--- Source information ---

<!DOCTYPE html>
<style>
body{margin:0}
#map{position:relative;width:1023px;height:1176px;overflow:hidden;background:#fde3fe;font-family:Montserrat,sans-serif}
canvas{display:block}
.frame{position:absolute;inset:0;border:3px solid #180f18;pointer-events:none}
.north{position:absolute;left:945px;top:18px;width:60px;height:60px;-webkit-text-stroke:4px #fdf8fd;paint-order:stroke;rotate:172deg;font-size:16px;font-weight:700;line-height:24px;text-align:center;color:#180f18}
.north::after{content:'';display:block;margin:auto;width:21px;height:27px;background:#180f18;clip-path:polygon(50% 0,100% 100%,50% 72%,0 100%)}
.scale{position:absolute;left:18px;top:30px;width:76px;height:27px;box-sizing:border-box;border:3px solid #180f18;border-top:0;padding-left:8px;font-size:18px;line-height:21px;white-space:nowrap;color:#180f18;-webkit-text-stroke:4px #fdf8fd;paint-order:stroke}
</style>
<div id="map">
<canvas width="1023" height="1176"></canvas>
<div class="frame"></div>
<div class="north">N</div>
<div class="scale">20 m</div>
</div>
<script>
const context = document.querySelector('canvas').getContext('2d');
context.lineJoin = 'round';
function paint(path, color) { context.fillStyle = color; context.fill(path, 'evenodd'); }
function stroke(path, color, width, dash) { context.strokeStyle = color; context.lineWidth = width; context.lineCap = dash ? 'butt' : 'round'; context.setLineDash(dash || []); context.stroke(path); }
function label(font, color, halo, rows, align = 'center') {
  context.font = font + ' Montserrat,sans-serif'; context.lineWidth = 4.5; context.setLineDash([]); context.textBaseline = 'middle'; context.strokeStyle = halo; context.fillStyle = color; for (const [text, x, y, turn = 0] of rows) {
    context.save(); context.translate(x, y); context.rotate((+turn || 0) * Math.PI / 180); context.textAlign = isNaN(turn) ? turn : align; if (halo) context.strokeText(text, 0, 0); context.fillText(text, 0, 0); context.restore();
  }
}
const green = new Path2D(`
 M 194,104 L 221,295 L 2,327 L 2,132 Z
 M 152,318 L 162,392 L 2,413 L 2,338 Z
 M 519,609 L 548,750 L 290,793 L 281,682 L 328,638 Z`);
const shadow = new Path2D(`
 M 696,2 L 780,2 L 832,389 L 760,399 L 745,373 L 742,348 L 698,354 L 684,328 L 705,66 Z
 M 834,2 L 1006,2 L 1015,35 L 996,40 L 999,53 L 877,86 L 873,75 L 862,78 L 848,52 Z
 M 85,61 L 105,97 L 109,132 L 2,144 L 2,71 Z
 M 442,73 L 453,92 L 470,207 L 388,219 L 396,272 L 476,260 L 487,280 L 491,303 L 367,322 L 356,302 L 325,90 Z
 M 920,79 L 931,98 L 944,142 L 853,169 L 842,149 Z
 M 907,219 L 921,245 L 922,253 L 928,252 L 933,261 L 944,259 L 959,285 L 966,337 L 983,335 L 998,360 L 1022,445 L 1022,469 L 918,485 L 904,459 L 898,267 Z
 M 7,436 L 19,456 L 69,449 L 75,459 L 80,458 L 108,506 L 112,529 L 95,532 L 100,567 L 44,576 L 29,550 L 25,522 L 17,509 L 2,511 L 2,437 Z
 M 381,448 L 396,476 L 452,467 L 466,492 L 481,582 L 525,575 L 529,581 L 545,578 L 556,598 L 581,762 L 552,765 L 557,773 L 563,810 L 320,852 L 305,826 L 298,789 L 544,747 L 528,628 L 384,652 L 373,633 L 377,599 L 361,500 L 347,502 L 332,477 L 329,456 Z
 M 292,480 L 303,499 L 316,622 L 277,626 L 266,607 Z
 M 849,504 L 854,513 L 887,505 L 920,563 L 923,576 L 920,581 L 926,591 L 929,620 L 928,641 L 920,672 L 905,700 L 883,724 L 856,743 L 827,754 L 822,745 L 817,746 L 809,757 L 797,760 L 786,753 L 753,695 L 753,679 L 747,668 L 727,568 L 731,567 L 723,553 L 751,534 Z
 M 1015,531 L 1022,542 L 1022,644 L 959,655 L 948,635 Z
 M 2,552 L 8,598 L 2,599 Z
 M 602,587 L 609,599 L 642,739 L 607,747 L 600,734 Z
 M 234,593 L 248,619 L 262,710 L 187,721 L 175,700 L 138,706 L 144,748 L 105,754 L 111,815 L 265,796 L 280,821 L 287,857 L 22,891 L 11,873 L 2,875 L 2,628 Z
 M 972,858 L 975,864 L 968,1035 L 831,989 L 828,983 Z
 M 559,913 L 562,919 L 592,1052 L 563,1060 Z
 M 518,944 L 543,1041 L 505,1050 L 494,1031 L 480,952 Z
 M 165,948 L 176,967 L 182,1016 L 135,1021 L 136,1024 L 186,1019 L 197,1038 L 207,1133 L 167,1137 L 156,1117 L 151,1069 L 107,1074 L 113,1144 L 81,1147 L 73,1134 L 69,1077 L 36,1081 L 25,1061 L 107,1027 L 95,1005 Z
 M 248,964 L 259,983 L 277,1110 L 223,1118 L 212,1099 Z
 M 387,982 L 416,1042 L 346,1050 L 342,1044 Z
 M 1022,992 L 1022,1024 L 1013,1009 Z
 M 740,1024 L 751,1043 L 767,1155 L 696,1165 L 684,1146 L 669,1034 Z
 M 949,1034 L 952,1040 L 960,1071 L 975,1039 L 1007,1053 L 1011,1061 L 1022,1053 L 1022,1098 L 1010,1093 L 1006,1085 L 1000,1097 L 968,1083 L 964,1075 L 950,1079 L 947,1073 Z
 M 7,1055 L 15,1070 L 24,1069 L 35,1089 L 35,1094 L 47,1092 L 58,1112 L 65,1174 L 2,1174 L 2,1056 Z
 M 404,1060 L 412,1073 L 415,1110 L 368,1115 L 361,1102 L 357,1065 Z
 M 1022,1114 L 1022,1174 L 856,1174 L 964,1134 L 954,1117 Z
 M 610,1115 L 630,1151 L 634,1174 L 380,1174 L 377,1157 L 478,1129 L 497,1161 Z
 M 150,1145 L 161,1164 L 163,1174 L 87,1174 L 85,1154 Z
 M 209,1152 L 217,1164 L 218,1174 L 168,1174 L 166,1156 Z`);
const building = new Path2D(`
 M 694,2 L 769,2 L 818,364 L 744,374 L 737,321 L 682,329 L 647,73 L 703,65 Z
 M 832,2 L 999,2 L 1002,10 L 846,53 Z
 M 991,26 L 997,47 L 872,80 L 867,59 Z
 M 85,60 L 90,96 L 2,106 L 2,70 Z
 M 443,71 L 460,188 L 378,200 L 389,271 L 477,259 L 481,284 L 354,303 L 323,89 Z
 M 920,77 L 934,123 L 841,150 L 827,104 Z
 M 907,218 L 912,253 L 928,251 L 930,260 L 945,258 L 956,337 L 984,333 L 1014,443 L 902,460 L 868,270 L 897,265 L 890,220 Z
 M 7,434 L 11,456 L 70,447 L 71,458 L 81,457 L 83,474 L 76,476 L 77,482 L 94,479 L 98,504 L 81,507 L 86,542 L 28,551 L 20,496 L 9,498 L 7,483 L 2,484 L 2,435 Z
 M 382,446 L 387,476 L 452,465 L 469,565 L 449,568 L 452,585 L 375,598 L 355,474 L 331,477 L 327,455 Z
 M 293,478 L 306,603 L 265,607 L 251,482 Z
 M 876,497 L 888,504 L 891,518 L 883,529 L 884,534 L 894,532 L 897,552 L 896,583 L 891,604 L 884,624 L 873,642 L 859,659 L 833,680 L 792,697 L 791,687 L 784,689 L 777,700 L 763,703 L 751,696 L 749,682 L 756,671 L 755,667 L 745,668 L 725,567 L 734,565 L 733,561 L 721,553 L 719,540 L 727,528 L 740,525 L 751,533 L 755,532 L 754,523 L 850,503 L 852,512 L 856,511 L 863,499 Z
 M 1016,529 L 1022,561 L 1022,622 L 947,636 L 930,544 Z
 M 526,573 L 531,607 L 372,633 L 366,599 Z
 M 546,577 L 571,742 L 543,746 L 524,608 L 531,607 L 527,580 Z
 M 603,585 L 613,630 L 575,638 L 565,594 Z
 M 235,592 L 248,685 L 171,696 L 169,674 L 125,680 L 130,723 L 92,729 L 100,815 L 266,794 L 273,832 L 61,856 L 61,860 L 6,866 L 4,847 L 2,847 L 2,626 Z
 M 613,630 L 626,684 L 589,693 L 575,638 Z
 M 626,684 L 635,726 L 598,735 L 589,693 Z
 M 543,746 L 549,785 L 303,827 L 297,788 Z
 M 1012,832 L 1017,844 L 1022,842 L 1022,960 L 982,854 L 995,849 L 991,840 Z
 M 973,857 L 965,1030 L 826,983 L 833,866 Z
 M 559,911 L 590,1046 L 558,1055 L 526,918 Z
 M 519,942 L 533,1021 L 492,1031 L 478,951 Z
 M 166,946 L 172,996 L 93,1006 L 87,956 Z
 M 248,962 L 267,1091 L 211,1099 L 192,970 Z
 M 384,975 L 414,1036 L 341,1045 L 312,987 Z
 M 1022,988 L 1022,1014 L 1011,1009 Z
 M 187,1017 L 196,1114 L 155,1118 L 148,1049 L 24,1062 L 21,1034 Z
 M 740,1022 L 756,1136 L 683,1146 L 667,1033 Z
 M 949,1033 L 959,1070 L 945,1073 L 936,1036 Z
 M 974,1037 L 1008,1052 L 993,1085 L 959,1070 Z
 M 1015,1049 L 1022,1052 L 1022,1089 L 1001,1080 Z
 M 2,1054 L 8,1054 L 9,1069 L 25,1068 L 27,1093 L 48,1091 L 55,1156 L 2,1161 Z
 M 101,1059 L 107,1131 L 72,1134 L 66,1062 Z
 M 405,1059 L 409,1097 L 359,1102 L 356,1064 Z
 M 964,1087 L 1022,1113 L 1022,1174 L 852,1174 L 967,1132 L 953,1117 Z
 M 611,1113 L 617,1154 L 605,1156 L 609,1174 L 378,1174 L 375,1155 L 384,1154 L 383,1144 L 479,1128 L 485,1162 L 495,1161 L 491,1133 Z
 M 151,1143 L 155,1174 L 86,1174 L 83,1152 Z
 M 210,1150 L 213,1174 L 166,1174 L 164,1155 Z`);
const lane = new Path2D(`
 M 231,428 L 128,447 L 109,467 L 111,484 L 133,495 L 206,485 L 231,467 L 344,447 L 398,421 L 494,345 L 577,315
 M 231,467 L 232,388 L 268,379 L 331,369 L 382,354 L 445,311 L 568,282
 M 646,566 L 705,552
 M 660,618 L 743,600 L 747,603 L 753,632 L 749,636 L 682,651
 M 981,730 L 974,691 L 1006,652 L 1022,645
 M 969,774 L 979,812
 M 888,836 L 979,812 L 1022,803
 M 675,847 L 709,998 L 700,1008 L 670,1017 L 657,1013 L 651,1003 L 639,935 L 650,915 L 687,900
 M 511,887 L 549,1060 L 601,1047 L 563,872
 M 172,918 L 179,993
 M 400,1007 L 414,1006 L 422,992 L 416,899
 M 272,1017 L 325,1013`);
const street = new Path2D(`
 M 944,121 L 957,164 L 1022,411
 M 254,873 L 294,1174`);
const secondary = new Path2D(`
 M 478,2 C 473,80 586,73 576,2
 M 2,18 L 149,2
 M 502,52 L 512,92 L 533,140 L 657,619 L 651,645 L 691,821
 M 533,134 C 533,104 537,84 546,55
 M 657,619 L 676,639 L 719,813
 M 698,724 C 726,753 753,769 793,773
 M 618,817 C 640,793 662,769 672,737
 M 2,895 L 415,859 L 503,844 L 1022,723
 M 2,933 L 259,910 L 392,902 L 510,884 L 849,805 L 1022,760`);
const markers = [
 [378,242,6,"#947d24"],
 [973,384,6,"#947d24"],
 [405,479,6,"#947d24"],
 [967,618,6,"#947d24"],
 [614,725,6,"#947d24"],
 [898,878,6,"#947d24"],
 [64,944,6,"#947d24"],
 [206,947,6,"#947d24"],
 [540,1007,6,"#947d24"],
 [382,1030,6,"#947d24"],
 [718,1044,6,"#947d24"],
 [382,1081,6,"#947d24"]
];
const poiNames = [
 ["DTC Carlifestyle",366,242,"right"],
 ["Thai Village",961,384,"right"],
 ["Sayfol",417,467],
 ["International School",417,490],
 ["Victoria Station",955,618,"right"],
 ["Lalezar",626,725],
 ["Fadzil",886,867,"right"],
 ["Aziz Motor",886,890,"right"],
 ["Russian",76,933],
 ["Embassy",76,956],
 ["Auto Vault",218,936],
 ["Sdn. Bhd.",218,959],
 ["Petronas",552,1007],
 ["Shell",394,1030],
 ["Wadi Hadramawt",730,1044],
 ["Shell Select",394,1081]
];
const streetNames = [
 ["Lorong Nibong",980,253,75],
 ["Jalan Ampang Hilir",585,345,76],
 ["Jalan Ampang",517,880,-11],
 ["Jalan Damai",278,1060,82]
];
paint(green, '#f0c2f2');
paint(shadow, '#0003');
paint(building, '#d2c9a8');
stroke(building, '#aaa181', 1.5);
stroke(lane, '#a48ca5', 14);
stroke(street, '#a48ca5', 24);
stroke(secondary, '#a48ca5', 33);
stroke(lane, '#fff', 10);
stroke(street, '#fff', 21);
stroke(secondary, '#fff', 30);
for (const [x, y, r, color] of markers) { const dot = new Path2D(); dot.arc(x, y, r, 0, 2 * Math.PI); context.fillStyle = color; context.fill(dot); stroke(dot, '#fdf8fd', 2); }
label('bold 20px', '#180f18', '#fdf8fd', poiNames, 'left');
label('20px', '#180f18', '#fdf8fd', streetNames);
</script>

---
--- Source information ---

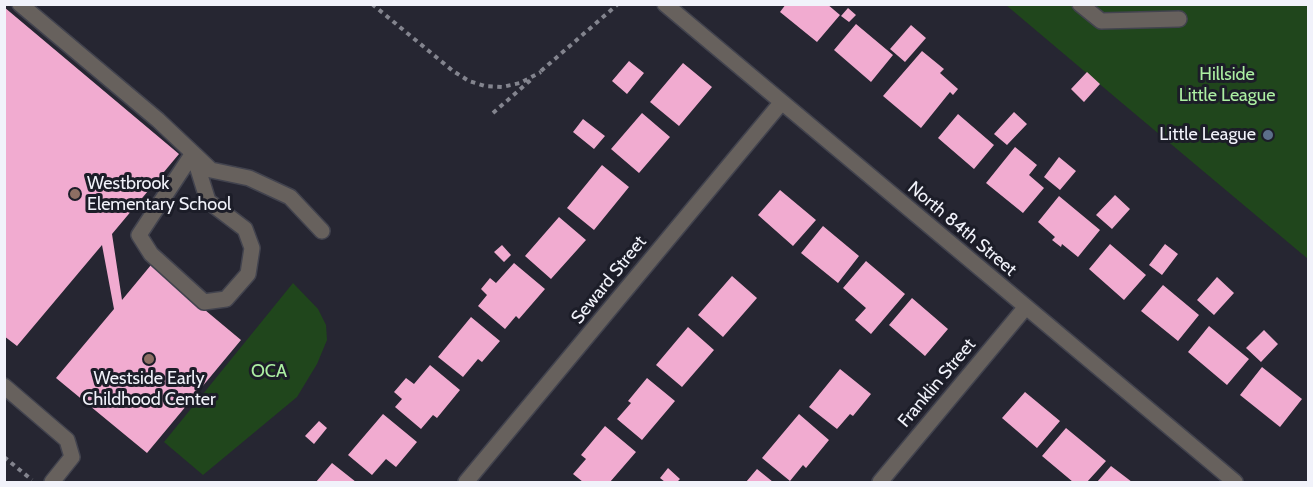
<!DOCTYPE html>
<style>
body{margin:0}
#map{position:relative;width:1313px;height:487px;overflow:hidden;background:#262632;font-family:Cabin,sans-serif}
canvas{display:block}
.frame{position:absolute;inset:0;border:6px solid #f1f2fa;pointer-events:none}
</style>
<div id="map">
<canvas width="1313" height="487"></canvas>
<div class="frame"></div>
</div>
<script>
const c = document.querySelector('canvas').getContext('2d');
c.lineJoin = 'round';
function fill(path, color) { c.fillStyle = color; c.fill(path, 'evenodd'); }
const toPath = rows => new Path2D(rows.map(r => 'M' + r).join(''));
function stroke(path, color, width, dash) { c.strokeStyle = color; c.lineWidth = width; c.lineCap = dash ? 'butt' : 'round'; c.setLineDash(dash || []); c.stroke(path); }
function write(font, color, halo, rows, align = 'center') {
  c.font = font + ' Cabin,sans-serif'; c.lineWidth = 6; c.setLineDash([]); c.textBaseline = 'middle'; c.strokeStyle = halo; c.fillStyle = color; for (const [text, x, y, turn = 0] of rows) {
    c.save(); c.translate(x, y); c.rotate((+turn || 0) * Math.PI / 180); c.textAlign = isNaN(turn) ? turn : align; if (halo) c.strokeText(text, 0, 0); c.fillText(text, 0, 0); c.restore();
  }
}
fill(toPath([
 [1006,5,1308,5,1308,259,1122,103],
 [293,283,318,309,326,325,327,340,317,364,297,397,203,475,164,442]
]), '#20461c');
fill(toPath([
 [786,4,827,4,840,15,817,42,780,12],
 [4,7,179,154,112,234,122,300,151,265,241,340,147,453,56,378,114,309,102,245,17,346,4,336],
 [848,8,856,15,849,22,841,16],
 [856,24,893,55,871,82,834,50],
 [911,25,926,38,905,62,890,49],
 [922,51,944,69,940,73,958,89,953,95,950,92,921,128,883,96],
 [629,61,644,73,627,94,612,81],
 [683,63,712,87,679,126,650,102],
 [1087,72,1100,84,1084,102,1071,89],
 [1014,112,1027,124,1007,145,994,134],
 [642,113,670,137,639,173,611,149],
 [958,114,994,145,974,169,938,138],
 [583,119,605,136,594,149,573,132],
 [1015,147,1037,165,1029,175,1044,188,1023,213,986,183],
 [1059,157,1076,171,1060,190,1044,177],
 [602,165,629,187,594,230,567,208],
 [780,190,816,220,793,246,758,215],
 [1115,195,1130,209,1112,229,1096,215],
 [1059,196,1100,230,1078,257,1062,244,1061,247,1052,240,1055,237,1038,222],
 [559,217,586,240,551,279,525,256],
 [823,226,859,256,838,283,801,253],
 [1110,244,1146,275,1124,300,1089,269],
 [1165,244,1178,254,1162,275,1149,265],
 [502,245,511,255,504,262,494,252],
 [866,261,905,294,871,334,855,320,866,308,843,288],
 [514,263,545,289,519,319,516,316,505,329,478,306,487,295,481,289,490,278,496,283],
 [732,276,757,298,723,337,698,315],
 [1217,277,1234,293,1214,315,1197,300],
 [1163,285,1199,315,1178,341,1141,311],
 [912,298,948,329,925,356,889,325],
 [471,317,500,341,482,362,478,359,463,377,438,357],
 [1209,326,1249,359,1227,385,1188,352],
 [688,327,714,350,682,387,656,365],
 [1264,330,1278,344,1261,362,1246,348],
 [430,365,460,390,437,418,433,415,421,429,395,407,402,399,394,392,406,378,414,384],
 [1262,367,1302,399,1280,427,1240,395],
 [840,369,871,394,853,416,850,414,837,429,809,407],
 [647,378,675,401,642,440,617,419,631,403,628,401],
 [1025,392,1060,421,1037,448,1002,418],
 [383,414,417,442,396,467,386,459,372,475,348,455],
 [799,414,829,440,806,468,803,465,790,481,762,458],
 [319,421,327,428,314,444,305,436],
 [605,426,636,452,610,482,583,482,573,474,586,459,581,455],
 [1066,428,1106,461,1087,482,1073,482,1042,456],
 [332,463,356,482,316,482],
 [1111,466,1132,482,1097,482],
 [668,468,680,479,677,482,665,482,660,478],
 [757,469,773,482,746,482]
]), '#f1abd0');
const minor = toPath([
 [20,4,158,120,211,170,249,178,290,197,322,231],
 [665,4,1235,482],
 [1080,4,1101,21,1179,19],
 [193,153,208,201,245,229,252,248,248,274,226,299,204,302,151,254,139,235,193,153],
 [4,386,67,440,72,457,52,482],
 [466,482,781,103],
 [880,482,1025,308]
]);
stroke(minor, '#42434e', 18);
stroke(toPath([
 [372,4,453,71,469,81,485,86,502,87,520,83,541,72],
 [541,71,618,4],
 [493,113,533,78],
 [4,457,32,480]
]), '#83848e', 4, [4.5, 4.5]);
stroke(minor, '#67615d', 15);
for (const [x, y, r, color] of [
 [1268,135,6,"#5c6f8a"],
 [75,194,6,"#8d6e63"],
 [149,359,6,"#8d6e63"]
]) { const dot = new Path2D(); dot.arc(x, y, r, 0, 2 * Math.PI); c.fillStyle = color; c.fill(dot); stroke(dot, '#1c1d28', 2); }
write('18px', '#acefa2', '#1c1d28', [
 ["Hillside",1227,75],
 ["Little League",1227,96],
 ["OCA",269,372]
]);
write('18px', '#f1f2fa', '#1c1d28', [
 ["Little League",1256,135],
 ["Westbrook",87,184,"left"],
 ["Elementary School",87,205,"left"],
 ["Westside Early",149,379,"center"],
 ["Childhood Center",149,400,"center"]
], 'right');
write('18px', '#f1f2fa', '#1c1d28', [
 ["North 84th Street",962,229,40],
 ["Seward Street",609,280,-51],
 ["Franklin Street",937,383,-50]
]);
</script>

---

# The task
Lines that contain "butt" are to be copied from the records above.

# Reply
function stroke(path, color, width, dash) { context.strokeStyle = color; context.lineWidth = width; context.lineCap = dash ? 'butt' : 'round'; context.setLineDash(dash || []); context.stroke(path); }
function stroke(path, color, width, dash) { c.strokeStyle = color; c.lineWidth = width; c.lineCap = dash ? 'butt' : 'round'; c.setLineDash(dash || []); c.stroke(path); }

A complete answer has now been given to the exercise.